Raise your voice up and prepare to mend a broken heart. –Rabbi Shlomo Carlebach
By Eric George Tauber
SAN DIEGO — Welcome to The House of Love and Prayer where klezmer mixes with wild, invigorating drumming. Hippies dressed in yoga pants and adorned with love beads are freestyle dancing around a pretty groovy-looking ark. Hey, at least they’re in synagogue.
When Shlomo’s very frum, traditional father enters … Oy Gevalt! Ten generations of rabbis and THIS is the kind of shul his son is running?!
The beginning of Shlomo’s story begins with “the beginning.” A giant prayer shawl becomes the screen for shadow puppetry telling the story of creation and humanity’s origins. “Music is the beginning … And it is good.”
Fast forward from Eden to 1938, Vienna. In the year of the Anschluß, (Nazi Germany’s annexation of Austria) Shlomo was a boy studying for his Bar Mitzvah. Now subject to the Nuremberg Laws, he is forbidden even from playing ball in the street. Jews can be brutally beaten for any and no reason. As the city’s chief rabbi, his father thought he still had some pull. But his cries for justice were met with an order of immediate deportation, a left-handed favor considering…
The transition from an Orthodox rabbi to a Hasidic guru didn’t happen overnight. First, he had to realize that you can’t bring people together by putting a mechitza (wall of partition for men and women) between them. Josh Young portrays Shlomo with such sincerity, I really felt the conflict of his soul. He wants to be true to his heritage, but his calling is not to tradition. He has the spirit of a healer and the souls of his people are gravely wounded.

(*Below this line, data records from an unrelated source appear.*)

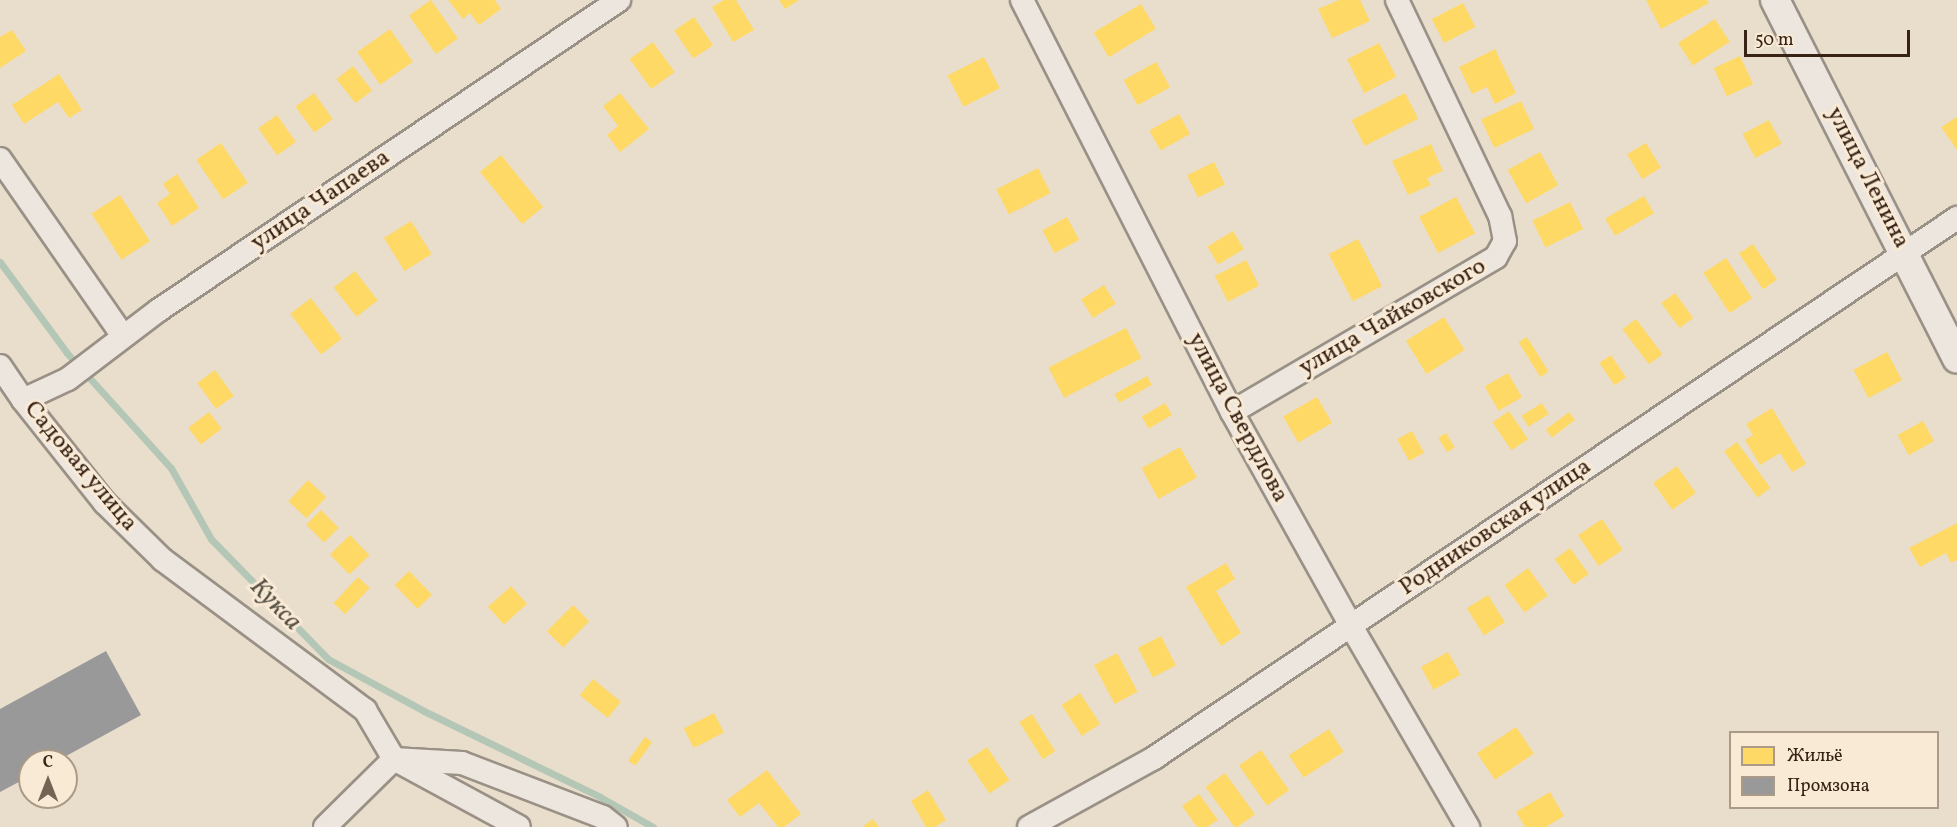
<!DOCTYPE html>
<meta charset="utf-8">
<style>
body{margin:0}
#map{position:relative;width:1957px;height:827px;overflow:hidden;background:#e9ddcc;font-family:Vollkorn,serif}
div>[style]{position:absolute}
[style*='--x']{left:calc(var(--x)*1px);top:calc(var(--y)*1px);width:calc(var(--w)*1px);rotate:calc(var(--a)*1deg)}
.homes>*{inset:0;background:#ffd966;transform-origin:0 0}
.industry>*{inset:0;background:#999}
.stream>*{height:7px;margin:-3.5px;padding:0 3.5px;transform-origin:3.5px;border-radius:3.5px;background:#b4c7b7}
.roads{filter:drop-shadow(2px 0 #9a9186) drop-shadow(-2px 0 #9a9186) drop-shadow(0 2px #9a9186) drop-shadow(0 -2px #9a9186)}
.minor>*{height:22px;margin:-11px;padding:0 11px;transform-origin:11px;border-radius:11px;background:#ece6de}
.tertiary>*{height:28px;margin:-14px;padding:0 14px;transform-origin:14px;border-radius:14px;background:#ece6de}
span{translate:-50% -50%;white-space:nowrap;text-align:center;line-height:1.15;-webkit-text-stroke:6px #f9ead5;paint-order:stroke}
.street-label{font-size:24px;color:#372215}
.water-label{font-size:26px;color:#565043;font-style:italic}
.legend{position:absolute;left:1729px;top:731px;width:210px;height:78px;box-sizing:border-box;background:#f9ead5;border:2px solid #ab9a88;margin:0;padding:8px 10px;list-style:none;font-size:18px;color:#372215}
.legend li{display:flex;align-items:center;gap:12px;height:30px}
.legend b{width:30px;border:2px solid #ab9a88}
.north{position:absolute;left:18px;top:749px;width:60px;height:60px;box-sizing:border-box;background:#f9ead5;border:2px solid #ab9a88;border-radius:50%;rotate:0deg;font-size:16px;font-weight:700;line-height:24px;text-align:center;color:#372215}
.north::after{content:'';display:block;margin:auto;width:21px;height:27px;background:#756355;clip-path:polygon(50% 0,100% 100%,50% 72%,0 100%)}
.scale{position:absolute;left:1744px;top:30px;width:166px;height:27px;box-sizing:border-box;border:3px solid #372215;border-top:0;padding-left:8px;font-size:18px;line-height:21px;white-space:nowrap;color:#372215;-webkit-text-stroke:4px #f9ead5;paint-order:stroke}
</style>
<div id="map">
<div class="homes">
<div style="left:431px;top:0;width:47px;height:27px;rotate:55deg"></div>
<div style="clip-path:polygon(448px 0,495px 0,501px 9px,479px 25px,470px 13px,463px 19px)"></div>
<div style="clip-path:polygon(724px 0,736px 0,754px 30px,733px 42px,712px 7px)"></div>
<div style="clip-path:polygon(779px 0,799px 0,785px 9px)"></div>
<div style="clip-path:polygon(1339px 0,1360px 0,1370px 21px,1332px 38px,1318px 9px)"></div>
<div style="clip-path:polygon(1646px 0,1707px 0,1709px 3px,1661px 29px)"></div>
<div style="left:1463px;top:3px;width:27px;height:35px;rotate:63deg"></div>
<div style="left:1141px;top:4px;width:29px;height:55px;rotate:59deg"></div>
<div style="left:694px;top:17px;width:34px;height:24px;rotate:56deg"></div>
<div style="left:1715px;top:19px;width:27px;height:44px;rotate:57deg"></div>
<div style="left:390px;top:29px;width:40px;height:40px;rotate:55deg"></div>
<div style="clip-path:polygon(12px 30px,26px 51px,0 68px,0 37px)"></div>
<div style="left:653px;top:42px;width:37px;height:29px;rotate:54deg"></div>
<div style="left:1379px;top:43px;width:38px;height:36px;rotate:63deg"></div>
<div style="clip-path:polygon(1495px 49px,1516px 93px,1495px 104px,1487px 87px,1472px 94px,1459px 67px)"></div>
<div style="left:1740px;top:56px;width:31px;height:29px;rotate:65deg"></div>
<div style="left:984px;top:57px;width:35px;height:41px;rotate:63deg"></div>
<div style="left:1156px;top:62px;width:29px;height:37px;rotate:61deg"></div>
<div style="left:353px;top:66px;width:31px;height:21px;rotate:52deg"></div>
<div style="clip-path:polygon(59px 74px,82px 110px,69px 118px,58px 102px,24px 124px,12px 105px)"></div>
<div style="left:314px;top:93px;width:32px;height:23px;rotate:54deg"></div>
<div style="clip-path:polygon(620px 93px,649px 129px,620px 152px,607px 135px,618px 126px,603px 106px)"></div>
<div style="left:1405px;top:93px;width:29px;height:60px;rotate:63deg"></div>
<div style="left:1521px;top:101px;width:31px;height:44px;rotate:65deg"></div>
<div style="left:1179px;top:114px;width:23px;height:34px;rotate:61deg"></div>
<div style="left:277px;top:115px;width:33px;height:23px;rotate:55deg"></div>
<div style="clip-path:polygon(1957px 117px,1957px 150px,1941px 127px)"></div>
<div style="left:1769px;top:120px;width:27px;height:30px;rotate:62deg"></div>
<div style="left:221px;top:143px;width:48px;height:30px;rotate:56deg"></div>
<div style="left:1646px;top:143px;width:29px;height:22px;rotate:59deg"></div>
<div style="clip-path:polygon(1431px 144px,1443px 171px,1427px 178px,1431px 185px,1408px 195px,1392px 161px)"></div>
<div style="left:1540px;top:152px;width:38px;height:37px;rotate:61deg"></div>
<div style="left:501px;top:155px;width:67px;height:27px;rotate:51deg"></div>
<div style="left:1214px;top:162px;width:25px;height:30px;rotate:64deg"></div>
<div style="left:1038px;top:168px;width:28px;height:47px;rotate:63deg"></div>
<div style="clip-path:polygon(177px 174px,199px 208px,172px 226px,157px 203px,170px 194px,163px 184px)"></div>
<div style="left:120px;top:195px;width:55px;height:34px;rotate:57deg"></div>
<div style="left:1644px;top:196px;width:20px;height:45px;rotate:60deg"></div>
<div style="left:1456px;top:197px;width:41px;height:42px;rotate:62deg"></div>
<div style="left:1570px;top:202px;width:30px;height:42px;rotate:64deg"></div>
<div style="left:1067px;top:217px;width:26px;height:28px;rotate:62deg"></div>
<div style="left:411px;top:221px;width:39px;height:32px;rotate:58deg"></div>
<div style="left:1233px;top:231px;width:21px;height:30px;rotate:59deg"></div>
<div style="left:1358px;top:239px;width:53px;height:33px;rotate:63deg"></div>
<div style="left:1753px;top:244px;width:43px;height:17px;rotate:56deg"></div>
<div style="left:1726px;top:258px;width:48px;height:27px;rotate:57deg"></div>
<div style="left:1246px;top:260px;width:29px;height:35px;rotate:63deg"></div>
<div style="left:355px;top:271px;width:37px;height:27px;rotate:52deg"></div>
<div style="left:1104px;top:285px;width:22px;height:27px;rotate:58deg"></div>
<div style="left:1675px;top:293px;width:31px;height:17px;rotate:54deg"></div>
<div style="left:311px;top:298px;width:51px;height:26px;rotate:53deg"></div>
<div style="left:1444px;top:317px;width:39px;height:45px;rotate:58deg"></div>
<div style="left:1636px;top:319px;width:44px;height:17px;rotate:53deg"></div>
<div style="left:1126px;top:328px;width:34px;height:87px;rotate:63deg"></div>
<div style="left:1527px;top:337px;width:41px;height:10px;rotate:58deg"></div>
<div style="left:1887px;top:352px;width:32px;height:38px;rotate:62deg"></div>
<div style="left:1611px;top:355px;width:27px;height:14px;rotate:56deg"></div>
<div style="left:215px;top:370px;width:32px;height:22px;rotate:54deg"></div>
<div style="left:1508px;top:373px;width:28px;height:27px;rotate:60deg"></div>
<div style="left:1147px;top:376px;width:10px;height:37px;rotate:61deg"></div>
<div style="left:1317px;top:397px;width:30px;height:39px;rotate:60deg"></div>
<div style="left:1165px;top:403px;width:14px;height:27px;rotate:60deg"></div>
<div style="left:1542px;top:403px;width:13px;height:24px;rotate:58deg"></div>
<div style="clip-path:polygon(1772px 408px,1806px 464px,1792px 472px,1780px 453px,1760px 465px,1745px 440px,1753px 435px,1746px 424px)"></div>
<div style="left:1509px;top:411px;width:34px;height:20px;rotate:56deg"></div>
<div style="left:209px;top:412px;width:21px;height:26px;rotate:53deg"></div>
<div style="left:1569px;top:412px;width:10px;height:29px;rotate:53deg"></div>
<div style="left:1923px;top:421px;width:23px;height:29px;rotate:61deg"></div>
<div style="left:1412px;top:431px;width:25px;height:17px;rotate:61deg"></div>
<div style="left:1446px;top:433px;width:17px;height:9px;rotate:59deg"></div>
<div style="left:1737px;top:442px;width:57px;height:16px;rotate:54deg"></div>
<div style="left:1180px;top:447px;width:35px;height:44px;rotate:61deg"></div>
<div style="left:1677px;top:466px;width:33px;height:29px;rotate:55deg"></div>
<div style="left:308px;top:480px;width:25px;height:29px;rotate:43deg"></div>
<div style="left:321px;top:510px;width:25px;height:21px;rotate:45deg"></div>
<div style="left:1602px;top:519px;width:37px;height:29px;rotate:56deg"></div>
<div style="clip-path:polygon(1957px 523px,1957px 560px,1951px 563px,1946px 553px,1920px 567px,1909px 548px)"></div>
<div style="left:350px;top:535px;width:28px;height:28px;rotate:46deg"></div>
<div style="left:1570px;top:548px;width:32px;height:19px;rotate:54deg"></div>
<div style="clip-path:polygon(1226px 563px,1235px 579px,1216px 591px,1241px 633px,1221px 646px,1186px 587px)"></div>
<div style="left:1528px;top:568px;width:34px;height:29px;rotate:54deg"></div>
<div style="left:409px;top:571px;width:33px;height:20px;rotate:46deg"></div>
<div style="left:358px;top:577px;width:16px;height:36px;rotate:43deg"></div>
<div style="left:511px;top:586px;width:24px;height:31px;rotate:48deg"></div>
<div style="left:1488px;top:595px;width:32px;height:25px;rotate:58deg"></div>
<div style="left:573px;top:605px;width:23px;height:37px;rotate:45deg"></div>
<div style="left:1161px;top:636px;width:33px;height:26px;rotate:63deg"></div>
<div style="left:1448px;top:652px;width:26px;height:31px;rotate:61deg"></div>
<div style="left:1117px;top:653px;width:44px;height:26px;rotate:62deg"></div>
<div style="left:593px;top:679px;width:36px;height:21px;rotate:39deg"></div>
<div style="left:1080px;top:693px;width:37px;height:22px;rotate:57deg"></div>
<div style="left:714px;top:713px;width:22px;height:34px;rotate:63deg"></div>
<div style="left:1032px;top:714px;width:44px;height:15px;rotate:58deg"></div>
<div style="left:1516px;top:727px;width:32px;height:47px;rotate:56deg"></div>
<div style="left:1329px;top:729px;width:27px;height:48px;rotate:57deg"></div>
<div style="left:645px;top:737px;width:9px;height:29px;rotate:36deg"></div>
<div style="left:987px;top:747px;width:40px;height:24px;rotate:56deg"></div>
<div style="left:1261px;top:750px;width:49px;height:27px;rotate:55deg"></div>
<div style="clip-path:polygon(767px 770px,801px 814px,784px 827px,778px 827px,759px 803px,740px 817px,727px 800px)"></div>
<div style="left:1225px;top:773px;width:51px;height:24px;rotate:54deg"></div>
<div style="clip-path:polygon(928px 790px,946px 820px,935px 827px,926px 827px,911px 801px)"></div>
<div style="clip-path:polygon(1550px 792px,1564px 816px,1546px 827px,1525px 827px,1516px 812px)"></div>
<div style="clip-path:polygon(1199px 794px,1218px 820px,1207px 827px,1197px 827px,1182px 806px)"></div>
<div style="clip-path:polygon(873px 819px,879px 827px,862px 827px)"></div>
</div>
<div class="industry">
<div style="clip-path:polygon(106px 651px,141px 715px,57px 761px,30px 761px,30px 776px,0 792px,0 709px)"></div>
</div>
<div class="stream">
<div style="--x:0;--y:262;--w:113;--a:53.6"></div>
<div style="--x:67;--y:353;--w:155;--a:47.9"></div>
<div style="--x:171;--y:468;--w:81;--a:60.6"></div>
<div style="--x:211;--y:539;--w:168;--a:45.7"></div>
<div style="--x:328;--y:659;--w:109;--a:28.4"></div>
<div style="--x:424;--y:711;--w:196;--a:26"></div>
<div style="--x:600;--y:797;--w:61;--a:29.5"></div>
</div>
<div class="roads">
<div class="minor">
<div style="--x:1022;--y:0;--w:462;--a:63"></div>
<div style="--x:1232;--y:412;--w:245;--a:60.9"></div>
<div style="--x:1351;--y:626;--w:233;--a:59.8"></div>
<div style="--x:0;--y:159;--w:216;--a:55.2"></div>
<div style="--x:0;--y:366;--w:41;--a:55.9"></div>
<div style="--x:23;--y:400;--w:132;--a:51.5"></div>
<div style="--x:105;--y:503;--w:81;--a:44.5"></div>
<div style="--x:163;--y:560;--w:252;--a:36.6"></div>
<div style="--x:365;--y:710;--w:57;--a:59.4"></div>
<div style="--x:394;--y:759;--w:68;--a:3.4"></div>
<div style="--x:462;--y:763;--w:151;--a:21"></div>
<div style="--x:603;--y:817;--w:16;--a:38"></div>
<div style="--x:23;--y:400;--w:50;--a:-25"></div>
<div style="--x:68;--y:379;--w:114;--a:-37.2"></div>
<div style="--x:159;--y:310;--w:555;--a:-33.98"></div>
<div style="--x:1232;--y:412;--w:306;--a:-30.4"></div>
<div style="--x:1496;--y:257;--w:18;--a:-61"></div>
<div style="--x:1505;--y:241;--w:25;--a:-101"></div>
<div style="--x:1500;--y:216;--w:239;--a:-115.5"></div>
<div style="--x:325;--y:827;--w:97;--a:-44.6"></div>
<div style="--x:394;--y:759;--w:142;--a:28.5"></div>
<div style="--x:1029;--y:827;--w:143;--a:-28.9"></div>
<div style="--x:1154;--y:758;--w:968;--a:-33.92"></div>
</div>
<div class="tertiary">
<div style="--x:1775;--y:0;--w:402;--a:63.1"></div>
</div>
</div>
<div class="street-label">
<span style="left:1867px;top:178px;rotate:63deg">улица Ленина</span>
<span style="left:321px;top:201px;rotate:-34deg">улица Чапаева</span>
<span style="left:1393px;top:318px;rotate:-30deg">улица Чайковского</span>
<span style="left:1237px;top:418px;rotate:62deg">улица Свердлова</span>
<span style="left:80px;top:467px;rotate:50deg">Садовая улица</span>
<span style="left:1496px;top:528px;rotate:-34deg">Родниковская улица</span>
</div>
<div class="water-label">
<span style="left:275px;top:605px;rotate:46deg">Кукса</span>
</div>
<ul class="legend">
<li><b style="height:16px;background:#ffd966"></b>Жильё</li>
<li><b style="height:16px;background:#999"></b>Промзона</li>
</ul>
<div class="north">С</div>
<div class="scale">50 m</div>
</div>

“If we abandon our brothers and sisters, then Hitler did win the war.”
Wandering the night like a beggar, he wanders into a jazz club where he encounters the intoxicating jazz music of Nina Simone. Ester Rada channels Nina’s strength, conviction and sultry mystique. Shlomo had never met anyone like her, but they had more in common than it would seem. Growing up with Nazis and Jim Crow, they’ve both tasted the bitter herb of injustice.
Nina’s mother was a preacher at a little storefront church, just across the street from the synagogue and yet a world away. Shlomo enters visibly nervous, but soon electrifies them by leading them in Ki Va Mo’ed (For the time has come.)
There’s much more to the story, but it’s theirs to tell. And a wonderfully fluid ensemble tells it with vibrant, loving energy. There are too many actors to praise all of them by name. But I enjoyed Mitch Greenberg’s dry wit in asking the rabbi if he was on drugs, the Jewish mother shreing of Mimi Besette, and the off the rails expressiveness of repentant sinner, Abdur-Rahim Jackson. When Billy Cohen played a Nazi, we saw the battle within raging in his eyes. Dylan Hoffinger surprised us going from a nerdy bar mitzvah boy to busting some serious dance moves. And Ginna Doyle, a lost junkie who’s too tender for this cruel world, broke my heart.
My guest and I danced with the cast and left walking on air. If your heart is broken, then come for the healing touch of the Soul Doctor playing at the Lyceum Theater April 3-22, 2018.